The existence of neutrinos and anti-neutrinos - particles that are almost massless and which travel at light speed from one side of the earth to the other - was confirmed more than 50 years ago. Scientists believe that they were created at the Big Bang and might hold the key to the nature of the universe.
But they are light particles that react weakly with matter and they change properties as they travel.
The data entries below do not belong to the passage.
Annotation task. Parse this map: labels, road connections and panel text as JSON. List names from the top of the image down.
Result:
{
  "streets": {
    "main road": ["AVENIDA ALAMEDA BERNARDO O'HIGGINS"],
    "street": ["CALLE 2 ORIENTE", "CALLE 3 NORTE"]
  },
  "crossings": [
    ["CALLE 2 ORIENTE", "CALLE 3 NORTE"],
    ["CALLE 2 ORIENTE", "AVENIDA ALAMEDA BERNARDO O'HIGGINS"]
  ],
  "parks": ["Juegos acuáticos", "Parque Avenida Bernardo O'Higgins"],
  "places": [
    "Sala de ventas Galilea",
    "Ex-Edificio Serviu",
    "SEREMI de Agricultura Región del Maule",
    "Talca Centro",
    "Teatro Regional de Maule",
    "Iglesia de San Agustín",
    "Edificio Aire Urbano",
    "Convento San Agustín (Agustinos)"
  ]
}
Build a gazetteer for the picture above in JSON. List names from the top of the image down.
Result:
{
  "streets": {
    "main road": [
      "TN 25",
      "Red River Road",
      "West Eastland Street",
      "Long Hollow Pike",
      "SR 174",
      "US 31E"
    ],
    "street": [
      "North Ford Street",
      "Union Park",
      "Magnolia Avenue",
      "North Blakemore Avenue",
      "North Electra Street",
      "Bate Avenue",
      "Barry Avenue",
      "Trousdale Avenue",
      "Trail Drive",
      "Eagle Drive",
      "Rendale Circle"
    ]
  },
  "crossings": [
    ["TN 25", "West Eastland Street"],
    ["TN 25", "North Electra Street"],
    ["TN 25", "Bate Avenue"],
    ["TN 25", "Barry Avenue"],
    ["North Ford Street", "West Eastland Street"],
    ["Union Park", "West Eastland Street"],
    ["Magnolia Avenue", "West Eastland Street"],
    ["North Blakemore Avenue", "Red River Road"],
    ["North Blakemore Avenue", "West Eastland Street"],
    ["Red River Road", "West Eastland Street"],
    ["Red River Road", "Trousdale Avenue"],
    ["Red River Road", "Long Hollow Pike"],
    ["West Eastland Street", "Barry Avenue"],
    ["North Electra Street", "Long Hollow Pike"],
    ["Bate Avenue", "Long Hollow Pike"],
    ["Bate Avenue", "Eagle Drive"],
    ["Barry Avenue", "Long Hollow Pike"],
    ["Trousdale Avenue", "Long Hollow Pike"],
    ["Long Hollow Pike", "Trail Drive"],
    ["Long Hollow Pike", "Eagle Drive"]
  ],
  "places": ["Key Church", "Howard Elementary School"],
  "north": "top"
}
This process -named neutrino oscillation - makes the particles highly elusive.
"To study them you have to produce them at very high rates and my research is all about maximising anti-neutrino production," said Dr Adriana Bungau, a research fellow at the University of Huddersfield and a member of its International Institute for Accelerator Applications.
Dr Bungau is part of an international project to design and construct a new accelerator, which will use a low-energy cyclotron to direct proton beams at a target consisting of a cylinder of beryllium-9, itself surrounded by a refrigerator-sized cylinder of lithium-7. This would result in the continuous creation of lithium-8 isotopes that would rapidly decay, producing huge numbers of anti-neutrinos, which could then be used in practical experiments.
Dr Bungau and University of Huddersfield colleagues are working with international partners on design and funding proposals for the new facility, probably to be built in Japan, which already has a neutrino-detector named KamLAND.
Other participants in the project include the Massachusetts Institute of Technology and Columbia University in New York, plus the Paul Scherrer Institute in Switzerland and the Institute Internationale Frascati in Italy.
Dr Bungau's role is to design the target and surrounding components by carrying out intensive computer simulations.
"We have come up with an optimum design in order to get a higher rate of lithium-8. We did that by surrounding the target with heavy water, which means that the neutrons which were chipped off by the proton impact are slowed down to very low energies, so they can be captured in the surrounding environment made of lithium-7," Dr Bungau explained.
This results in a tenfold increase in lithium-8 production, according to Dr Bungau, although she is aiming for more as the project progresses.
She believes passionately that improved understanding of particles will open up fresh horizons.
An article dealing with her research has recently been published in the leading journal Physical Review Letters.